Session 2: Wavefield Reconstruction of Cook Inlet DAS Data with SHallow Recurrent Decoder

Session 2: Wavefield Reconstruction of Cook Inlet DAS Data with SHallow Recurrent Decoder#

Author: Yiyu Ni (niyiyu@uw.edu)

Last updated: Dec 11, 2025

This notebook demonstrates the use of deep-learning model to compress and reconstruct wavefields recorded by offshore DAS. We demonstrate that SHallow REcurrent Decoders (SHRED) provide an effective framework to compress DAS data, enabling lower streaming rates, and being effective at reconstructing wavefield from ocean wave that composes the broadband DAS data.

import h5py
import obspy
import torch
import numpy as np
import matplotlib.pyplot as plt

from tqdm import tqdm

from utils import *

IMAGE_KWARGS = {"cmap": "RdBu", "vmax": 5, "vmin": -5, "aspect": "auto", "origin": "lower"}
TEXT_KWARGS = {"fontsize": 15, "color": "#c00000"}

Cook Inlet DAS experiment and data access#

Two seafloor telecommunication cables owned by the GCI Communication Corporation are used that originate from the landing station in Homer, Alaska: the Terrestrial for Every Rural Region (TERRA) runs westward to the Iliamna Bay, near Augustine Volcano, and the southern span of the Kodiak Kenai Fiber Link (KKFL‐S) that connects Kenai peninsula and the Kodiak archipelago. Beginning June 2023, both cables have been connected to a Sintela Onyx v1.0 interrogator unit in the GCI landing station for continuous data acquisition. The team has built a heterogeneous edge unit with a Network‐Attached‐System (NAS) for year‐long continuous data storage (∼160 TB), and two CPU and GPU edge computing servers for data processing. The interrogator unit saves the raw data at a 25 Hz sampling rate and further decimates it into 2.5 Hz; both raw and decimated data are saved. There are 8,531 channels using a 9.47 m channel spacing with a gauge length of 23.93 m between September and December.

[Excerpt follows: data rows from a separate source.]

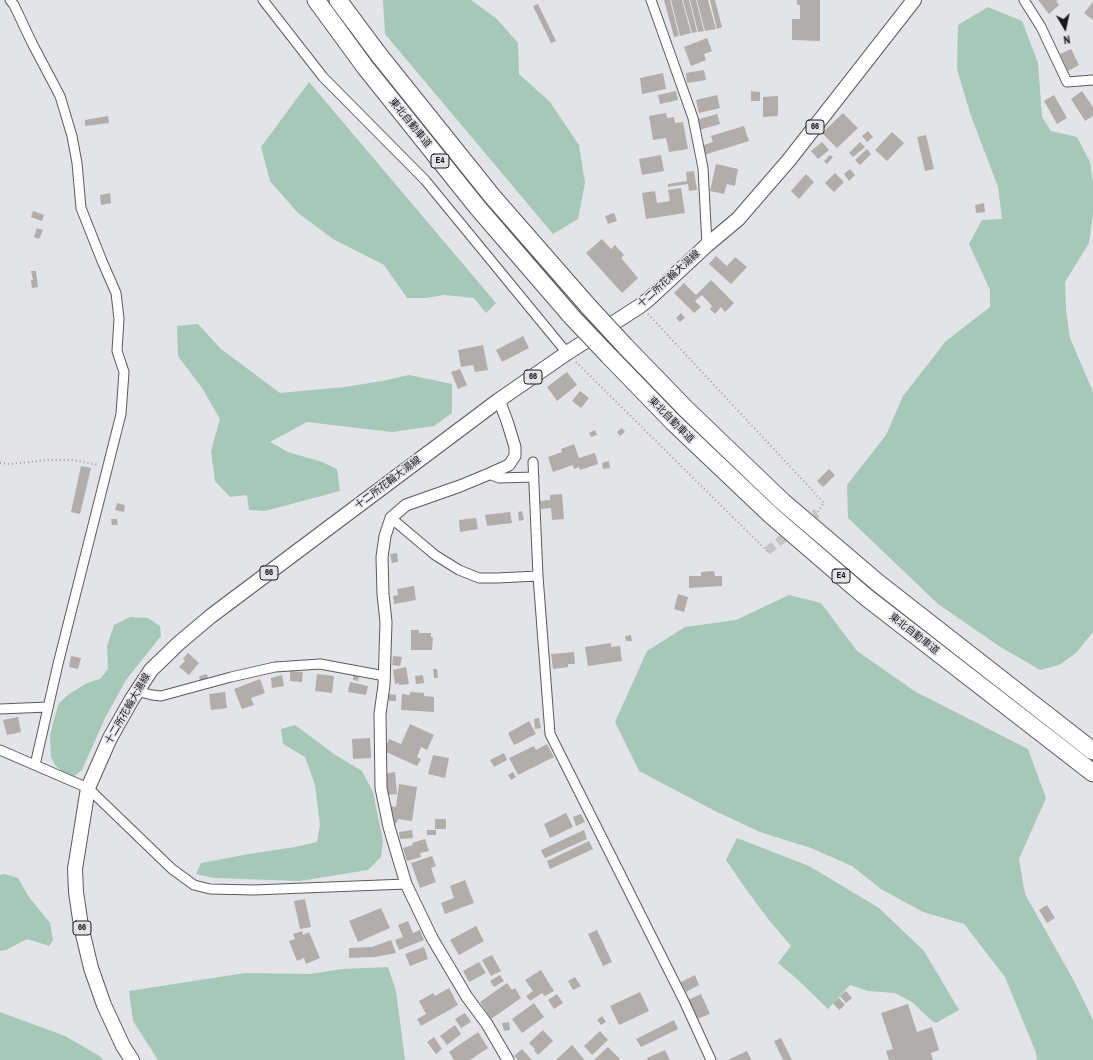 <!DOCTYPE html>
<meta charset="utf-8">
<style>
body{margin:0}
#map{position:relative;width:1093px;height:1060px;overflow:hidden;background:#e3e4e8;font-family:"Archivo Narrow",sans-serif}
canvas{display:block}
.north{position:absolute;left:1045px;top:8px;width:40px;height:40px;-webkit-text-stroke:3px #e3e4e8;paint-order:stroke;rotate:171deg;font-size:11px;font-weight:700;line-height:16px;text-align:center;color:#181819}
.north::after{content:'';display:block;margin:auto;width:14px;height:18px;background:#181819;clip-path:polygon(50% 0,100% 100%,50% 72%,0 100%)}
</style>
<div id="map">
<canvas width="1093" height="1060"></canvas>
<div class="north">N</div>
</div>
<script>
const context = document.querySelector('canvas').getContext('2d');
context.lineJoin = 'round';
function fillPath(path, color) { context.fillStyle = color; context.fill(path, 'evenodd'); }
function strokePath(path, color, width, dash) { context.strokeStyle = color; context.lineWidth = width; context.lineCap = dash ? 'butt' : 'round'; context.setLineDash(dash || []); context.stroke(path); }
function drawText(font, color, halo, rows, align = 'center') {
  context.font = font + ' "Archivo Narrow","Noto Sans JP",sans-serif'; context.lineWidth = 3.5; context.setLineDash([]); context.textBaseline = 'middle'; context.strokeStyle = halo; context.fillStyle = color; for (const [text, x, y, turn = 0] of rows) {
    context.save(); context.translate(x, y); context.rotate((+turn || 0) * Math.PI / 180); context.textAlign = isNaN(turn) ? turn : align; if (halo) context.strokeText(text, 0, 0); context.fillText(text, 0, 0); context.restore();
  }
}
const green = new Path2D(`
 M383 0H471L497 19 518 43 519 74 550 102 579 145 585 183 578 219 553 234 385 34Z
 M988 7 1022 21 1038 63 1042 117 1051 131 1077 137 1090 162 1093 182V214L1089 243 1065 282 1066 310 1070 338 1093 392V632L1076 653 1059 665 1040 670 999 646 938 604 848 518 847 485 886 435 903 396 946 341 990 307V290L969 244 982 220 1002 219 998 187 970 113 957 69 958 25Z
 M309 82 496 303 486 313 474 298 444 295 426 298H407L384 265 333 239 298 213 270 181 261 147Z
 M198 324 221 349 280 393 345 387 382 381 409 375 452 384V413L434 426 392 432 307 422 270 442 288 452 322 462 337 469 340 491 265 511 249 510 247 495 230 497 215 481 211 451 220 419 202 388 178 356 177 326Z
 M789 595 821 603 857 651 916 692 1028 749 1046 798 1019 859 1025 894 1074 981 1093 1020V1060H1037L1036 1053 1005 977 964 924 923 912 881 889 852 866 811 848 760 832 713 810 639 771 615 722 647 651 685 627 736 620Z
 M130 617 148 618 160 626 161 636 126 680 105 718 82 770 74 776 64 773 55 765 51 757 50 736 54 719 59 703 69 694 87 683 100 679 108 669 107 646 114 625Z
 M295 725 334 754 362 771 373 792 383 841 381 857 368 870 300 881 214 878 196 874 201 863 249 854 295 847 317 842 320 825 315 785 305 757 283 744 281 729Z
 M737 838 809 866 879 908 924 951 959 1010 936 1023 932 1021 912 1002 895 993 868 991 850 985 828 1009 797 979 778 963 791 946 769 920 748 892 726 860Z
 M4 874 18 878 29 897 50 923 53 940 49 946 27 939 6 950 0 951V875Z
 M388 967 396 991 405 1060H158L133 1021 129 991 245 973 310 974 342 969Z
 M0 1012 65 1036 101 1057 103 1060H0Z`);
const building = new Path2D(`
 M664 0H670L679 36 674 37Z
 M671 0H682L691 33 680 36Z
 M683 0H689L697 32 692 33Z
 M690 0H696L704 31 698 32Z
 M697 0H708L716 29 705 31Z
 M710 0H715L722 27 717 29Z
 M797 0H820V41L792 40V19H800V5H797Z
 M1038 0H1058L1056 1 1059 5 1049 14Z
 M1093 2V20L1084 13Z
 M538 4 556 41 551 43 533 6Z
 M707 38 712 51 704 54 706 60 691 66 684 47Z
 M1071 49 1079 65 1068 71 1060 54Z
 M704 70 706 80 687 83 686 73Z
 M663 73 666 89 642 94 640 78Z
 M676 91 678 100 660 104 658 95Z
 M751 91 760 92V101H751Z
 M1082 91 1093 107V116L1085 121 1071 99Z
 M717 95 720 108 699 113 696 100Z
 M1054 95 1067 118 1057 124 1044 101Z
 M778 96V116L763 117V97Z
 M666 113 667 118 674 117 675 123 683 122 688 149 669 152 666 138 653 140 649 116Z
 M843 113 858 128 837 148 822 133Z
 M717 114 720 124 699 130 696 120Z
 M108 116 109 123 85 126V120Z
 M744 126 749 141 704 155 701 146 713 142 711 136Z
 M868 131 873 137 867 142 862 136Z
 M892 132 904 143 887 161 875 150Z
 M926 135 934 169 925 171 917 137Z
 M822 142 829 150 818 159 811 151Z
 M860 142 865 147 853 157 849 153Z
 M867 149 871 154 860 165 855 160Z
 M661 155 664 171 642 175 639 159Z
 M830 155 833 157 827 164 824 161Z
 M716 164 738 169 735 186 727 184 724 194 710 191Z
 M850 169 855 175 849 181 844 174Z
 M694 171 697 190 689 191 688 184 668 187V184L687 181 686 172Z
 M835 173 844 182 834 192 825 183Z
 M806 174 814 182 799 199 791 191Z
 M681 188 685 213 646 219 642 193 655 191 657 203 670 201 668 190Z
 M110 193 111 203 101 205 100 195Z
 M984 203 985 212 976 213 975 205Z
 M33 211 44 215 42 221 31 217Z
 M614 213 617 221 608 224 605 216Z
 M37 228 43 230 39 239 34 237Z
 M602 239 611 249 615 245 624 255 621 258 638 278 622 293 586 253Z
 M716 256 727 266 735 257 747 267 731 284 709 264Z
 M31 271H36L38 287 32 288 31 280H33Z
 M711 280 734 303 725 312 721 307 715 314 710 309 712 306 702 295 695 301 701 307 694 313 674 293 684 283 696 295Z
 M681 313 685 318 680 322 676 318Z
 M523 336 529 348 502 362 496 350Z
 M483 345 488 370 475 372 473 365 461 367 458 350Z
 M460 369 467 385 458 389 451 372Z
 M567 372 577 385 557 401 547 387Z
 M580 391 589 398 581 408 572 401Z
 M622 428 625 432 620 436 617 432Z
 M595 430 597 435 591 437 589 433Z
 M574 444 579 458 595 453 598 464 580 470 579 467 574 469 573 465 553 472 548 457 562 452 561 449Z
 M609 461 610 468 603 469 602 463Z
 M81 466 91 468 80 514 71 512Z
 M829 469 835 475 823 487 817 481Z
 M562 494 564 519 552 520 551 508 541 509 540 501 550 500V495Z
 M117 503 125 505 124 512 115 510Z
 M522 511 524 520 519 521 518 512Z
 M510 512 512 523 487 526 485 515Z
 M476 518 478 529 460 532 459 520Z
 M111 519H117L118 525H112Z
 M397 553 398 562 392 563 390 554Z
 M714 571 715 576H722V586L689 588V576H701V572Z
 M414 586 416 600 394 604 393 596 398 595 397 589Z
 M678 594 688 597 684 612 674 609Z
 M411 630H419V633H431V637H433L432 650H411Z
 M631 635 632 641H626L625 636Z
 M611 643V647L620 646 622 661 588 666 585 647Z
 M574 652 575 664H568V667L553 669 551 654Z
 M188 653 199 663 189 675 179 667 185 661 183 659Z
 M71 656 81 658 78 669 69 667Z
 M393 656 402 657 400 666 392 665Z
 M406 667 409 684 399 685V683L395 684 393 670Z
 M433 669H437L438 678H434Z
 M290 671 303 672 302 682 290 681Z
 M207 674 208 679 200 681 199 676Z
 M317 674 334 676 332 693 315 691Z
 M282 675 284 686 272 688 271 678Z
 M353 675 359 676 358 681 353 680Z
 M423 675 424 683 416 684 415 676Z
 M260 679 265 693 251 698 254 705 242 709 234 689Z
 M350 682 368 686 366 695 348 692Z
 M225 692 227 708 211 710 209 694Z
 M410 692 424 693V696L434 697V712L401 710 402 694 410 695Z
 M389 694 396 695V701H389Z
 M18 717 21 732 7 735 3 720Z
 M539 718 541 728 535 729 534 719Z
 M529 721 536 734 514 745 508 733Z
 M410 724 434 735 427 750 421 747 417 757 421 759 417 766 384 751 389 739 401 744Z
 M370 738 371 758 353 759 352 739Z
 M547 744 554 757 518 775 509 758 534 746 536 750Z
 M504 753 507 760 494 767 490 760Z
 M433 755 449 758 445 778 428 774Z
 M395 772 397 794 386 795 383 774Z
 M513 772 516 777 511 780 508 775Z
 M399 784 417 787 412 821 398 819 397 823H392L390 806 396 807Z
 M566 813 573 827 550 838 544 824Z
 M581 814 585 822 576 826 573 817Z
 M435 819H446V829H435Z
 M412 830 413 838 400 839 399 832Z
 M427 830H436V835H427Z
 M584 830 587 839 545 858 541 850Z
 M425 839 429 851 420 853 421 857 407 861 403 848 413 845 412 843Z
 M589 841 593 849 550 869 547 861Z
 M432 856 436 866 431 868 436 882 420 888 411 863Z
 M465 880 474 903 445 914 441 903 454 898 450 886Z
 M305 899 311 927 300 929 294 901Z
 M1047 905 1055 918 1047 923 1039 910Z
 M381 908 390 928 358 942 349 921Z
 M408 921 413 933 420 930 424 940 399 950 395 940 403 937 398 925Z
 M476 926 484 941 459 955 450 940Z
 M597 930 612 962 603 966 588 934Z
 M302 931 303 935 309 932 320 958 306 964 304 958 297 961 289 941 295 939 293 934Z
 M391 940 396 953 375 957 349 958V948L372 947Z
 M424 947 428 959 410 966 405 954Z
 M492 955 501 971 491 976 482 960Z
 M479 962 486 973 469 982 463 971Z
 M541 970 554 991 545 996 542 993 530 1001 526 996 533 991 525 980Z
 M500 975 504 981 494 987 490 981Z
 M695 975 699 985 686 992 681 982Z
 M575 977 581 986 573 990 568 981Z
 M507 983 512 990 515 988 521 998 491 1019 480 1002Z
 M449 988 458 1005 421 1026 417 1019 426 1014 419 1001 433 993 435 996Z
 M846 991 852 998 846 1003 840 996Z
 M640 992 649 1011 619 1025 610 1006Z
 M557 994 563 1003 554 1009 548 1000Z
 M701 994 710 1014 697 1019 688 1000Z
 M839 998 845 1005 839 1010 833 1003Z
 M534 1003 544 1017 522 1033 512 1019Z
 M908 1004 917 1032 932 1027 939 1050 931 1053 933 1060H889L886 1051 893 1049 881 1013Z
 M465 1013 471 1022 461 1028 455 1019Z
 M602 1016 606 1022 601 1025 597 1020Z
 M674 1020 678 1029 641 1047 636 1039Z
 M509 1022 510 1030 504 1031 502 1023Z
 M455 1025 461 1034 447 1045 440 1036Z
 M543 1030 553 1041 538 1055 534 1050 535 1049 529 1043Z
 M600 1031 608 1040 592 1055 584 1046Z
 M478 1032 488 1048 470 1060H454L449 1052Z
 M434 1037 442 1049 436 1054 427 1042Z
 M781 1038 792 1060H783L774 1041Z
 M572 1045 584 1059 583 1060H556Z
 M608 1047 620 1059 618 1060H594Z
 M522 1049 532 1060H518L514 1056Z
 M665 1050 670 1060H648L647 1058Z
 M747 1051 751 1059 750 1060H728Z`);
const minorTunnel = new Path2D(`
 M803 523 817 513
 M767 551 793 531`);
const path = new Path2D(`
 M648 314 824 503 817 513
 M576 362 767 551
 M0 463 10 464 48 460H72L99 465`);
const minor = new Path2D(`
 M10 0 14 5 32 43 60 96 72 136 77 163 81 208 102 261 116 293 119 319 117 351 124 372 121 414 58 664 35 765
 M263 0 323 77 425 180 567 353
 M651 0 693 118 703 168 707 245
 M1024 0 1041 27 1067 82 1093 80
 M533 462 538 576 550 734 684 1001 711 1060
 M489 474 499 478 534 477
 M391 518 435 555 459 570 479 578H497L538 576
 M136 691 152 695 161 696 231 677 275 667 320 664 385 676
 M0 709 48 707
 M0 750 88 788 172 869 194 885 210 889 254 890 406 884`);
const tertiary = new Path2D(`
 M499 400 507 421 515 447V456L509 465 489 474 460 486 406 505 391 518 385 536 382 557 383 594 386 622 384 685 380 714 381 788 389 827 406 884 432 938 467 997 487 1024 508 1060`);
const primary = new Path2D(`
 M132 1060 123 1046 104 1005 91 968 81 926 76 892 75 869 88 788 110 738 132 699 151 670 179 643 211 616 499 400 567 353 640 306 649 299 707 245 738 219 789 160 914 0`);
const motorway = new Path2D(`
 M316 0 365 67 478 208 572 317
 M338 0 379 55 492 196 589 307
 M625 346 686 409 783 502 878 583 1093 751
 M609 356 673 422 771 515 866 597 1093 773`);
const motorwayBridge = new Path2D(`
 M589 307 625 346
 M572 317 609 356`);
const shields = [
 [815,127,18],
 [440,161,18],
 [533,377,18],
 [269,573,18],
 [841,576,18],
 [82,928,18]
];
const shieldNames = [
 ["66",815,127],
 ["E4",440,161],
 ["66",533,377],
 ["66",269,573],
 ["E4",841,576],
 ["66",82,928]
];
const streetNames = [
 ["東北自動車道",410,123,51],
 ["十二所花輪大湯線",669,279,-42],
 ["東北自動車道",671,420,45],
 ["十二所花輪大湯線",388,483,-37],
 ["東北自動車道",914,634,38],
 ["十二所花輪大湯線",128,709,-60]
];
fillPath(green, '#a6c8b8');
fillPath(building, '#b0adaa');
strokePath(minorTunnel, '#c5c5c9', 9, [9, 4.5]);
strokePath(minor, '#5b5b5f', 11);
strokePath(tertiary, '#5b5b5f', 13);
strokePath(primary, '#5b5b5f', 16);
strokePath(motorway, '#5b5b5f', 19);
strokePath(path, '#9c9da0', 2, [1, 3]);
strokePath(minor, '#fff', 9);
strokePath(tertiary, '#fff', 11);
strokePath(primary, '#fff', 14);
strokePath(motorway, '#fff', 17);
strokePath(motorwayBridge, '#5b5b5f', 19, []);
strokePath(motorwayBridge, '#fff', 17);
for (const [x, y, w] of shields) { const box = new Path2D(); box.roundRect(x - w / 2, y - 7, w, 14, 3); context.fillStyle = '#e3e4e8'; context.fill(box); strokePath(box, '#181819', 1); }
drawText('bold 9px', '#181819', null, shieldNames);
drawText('10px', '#181819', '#e3e4e8', streetNames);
</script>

The earthquake data from the Cook Inlet DAS experiment are hosted at https://dasway.ess.washington.edu/gci. Earthquakes and daily data reports were updated daily. Here, we check an earthquake event recorded on December 29, 2023 on the KKFLS cable. The event has an internal id 11784946 and you can find the USGS event report here.

We can load the QuakeML file for this event directly obspy.

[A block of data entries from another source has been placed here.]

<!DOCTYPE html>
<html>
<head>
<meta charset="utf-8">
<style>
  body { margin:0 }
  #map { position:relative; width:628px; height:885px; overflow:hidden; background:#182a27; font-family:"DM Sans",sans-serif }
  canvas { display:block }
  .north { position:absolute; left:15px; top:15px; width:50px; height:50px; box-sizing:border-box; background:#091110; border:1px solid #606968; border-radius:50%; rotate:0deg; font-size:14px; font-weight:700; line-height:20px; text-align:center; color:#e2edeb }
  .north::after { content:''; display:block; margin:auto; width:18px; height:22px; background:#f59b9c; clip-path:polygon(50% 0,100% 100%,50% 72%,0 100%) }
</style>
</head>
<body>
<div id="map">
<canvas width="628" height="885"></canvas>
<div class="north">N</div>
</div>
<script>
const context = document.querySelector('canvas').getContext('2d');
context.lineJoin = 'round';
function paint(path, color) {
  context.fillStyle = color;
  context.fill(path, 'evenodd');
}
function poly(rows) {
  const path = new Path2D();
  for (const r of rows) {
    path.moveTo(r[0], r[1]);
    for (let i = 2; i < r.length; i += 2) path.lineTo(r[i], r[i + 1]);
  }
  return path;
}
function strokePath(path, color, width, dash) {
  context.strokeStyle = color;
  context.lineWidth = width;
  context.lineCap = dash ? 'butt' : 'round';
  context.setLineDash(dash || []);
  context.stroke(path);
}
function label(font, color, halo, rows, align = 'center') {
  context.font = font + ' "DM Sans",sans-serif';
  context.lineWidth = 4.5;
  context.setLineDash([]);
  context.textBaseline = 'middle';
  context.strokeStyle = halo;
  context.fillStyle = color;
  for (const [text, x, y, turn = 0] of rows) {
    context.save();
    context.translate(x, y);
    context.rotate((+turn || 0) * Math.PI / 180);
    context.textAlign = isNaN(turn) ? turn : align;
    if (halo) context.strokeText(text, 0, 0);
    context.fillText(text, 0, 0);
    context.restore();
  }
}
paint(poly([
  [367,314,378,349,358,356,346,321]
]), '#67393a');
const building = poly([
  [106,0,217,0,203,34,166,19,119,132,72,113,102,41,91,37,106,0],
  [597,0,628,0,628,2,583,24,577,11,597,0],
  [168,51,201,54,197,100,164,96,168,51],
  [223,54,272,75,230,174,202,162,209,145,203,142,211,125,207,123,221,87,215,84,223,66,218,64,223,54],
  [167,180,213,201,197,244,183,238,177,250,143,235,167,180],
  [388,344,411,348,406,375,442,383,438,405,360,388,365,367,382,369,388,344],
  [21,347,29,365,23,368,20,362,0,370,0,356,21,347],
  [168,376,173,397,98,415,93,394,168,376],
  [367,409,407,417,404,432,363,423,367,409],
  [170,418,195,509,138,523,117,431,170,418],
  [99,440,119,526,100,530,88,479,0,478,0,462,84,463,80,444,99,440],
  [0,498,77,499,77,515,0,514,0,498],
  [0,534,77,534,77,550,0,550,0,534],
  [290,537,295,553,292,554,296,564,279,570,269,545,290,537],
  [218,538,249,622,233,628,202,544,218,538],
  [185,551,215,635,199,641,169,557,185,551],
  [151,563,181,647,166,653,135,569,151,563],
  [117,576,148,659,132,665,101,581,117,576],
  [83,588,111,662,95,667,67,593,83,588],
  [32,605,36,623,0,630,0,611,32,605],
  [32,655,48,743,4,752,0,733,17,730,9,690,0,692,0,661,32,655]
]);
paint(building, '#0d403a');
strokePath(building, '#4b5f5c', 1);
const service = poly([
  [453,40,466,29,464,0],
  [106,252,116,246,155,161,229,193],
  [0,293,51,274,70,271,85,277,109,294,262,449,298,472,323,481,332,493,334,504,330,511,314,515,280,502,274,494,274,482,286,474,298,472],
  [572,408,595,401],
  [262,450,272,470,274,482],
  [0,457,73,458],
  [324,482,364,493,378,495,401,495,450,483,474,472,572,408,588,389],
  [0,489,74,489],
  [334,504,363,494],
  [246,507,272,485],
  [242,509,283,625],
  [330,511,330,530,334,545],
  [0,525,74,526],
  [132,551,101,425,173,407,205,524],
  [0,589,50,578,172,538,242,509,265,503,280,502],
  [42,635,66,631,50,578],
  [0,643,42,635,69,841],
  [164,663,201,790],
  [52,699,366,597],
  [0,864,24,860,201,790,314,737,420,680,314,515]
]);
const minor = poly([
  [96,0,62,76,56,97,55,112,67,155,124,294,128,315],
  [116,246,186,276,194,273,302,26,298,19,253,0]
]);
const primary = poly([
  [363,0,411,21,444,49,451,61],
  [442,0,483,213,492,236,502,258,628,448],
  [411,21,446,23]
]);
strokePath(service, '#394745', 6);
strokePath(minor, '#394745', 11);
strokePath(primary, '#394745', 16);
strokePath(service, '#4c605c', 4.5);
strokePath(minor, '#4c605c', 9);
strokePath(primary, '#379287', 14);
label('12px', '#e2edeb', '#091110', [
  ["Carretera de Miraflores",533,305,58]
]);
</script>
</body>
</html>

e = obspy.read_events("https://dasway.ess.washington.edu/gci/events/2023-12-29/11784946/11784946.qml")[0]
print(e)

Event:	2023-12-29T02:13:56.063000Z | +60.006, -153.148 | 3.7  ML

	            resource_id: ResourceIdentifier(id="smi:service.iris.edu/fdsnws/event/1/query?eventid=11784946")
	             event_type: 'earthquake'
	    preferred_origin_id: ResourceIdentifier(id="smi:service.iris.edu/fdsnws/event/1/query?originid=49444222")
	 preferred_magnitude_id: ResourceIdentifier(id="smi:service.iris.edu/fdsnws/event/1/query?magnitudeid=214424597")
	                   ---------
	     event_descriptions: 1 Elements
	                origins: 1 Elements
	             magnitudes: 2 Elements

Here, we download the the 2-minute event file for this event.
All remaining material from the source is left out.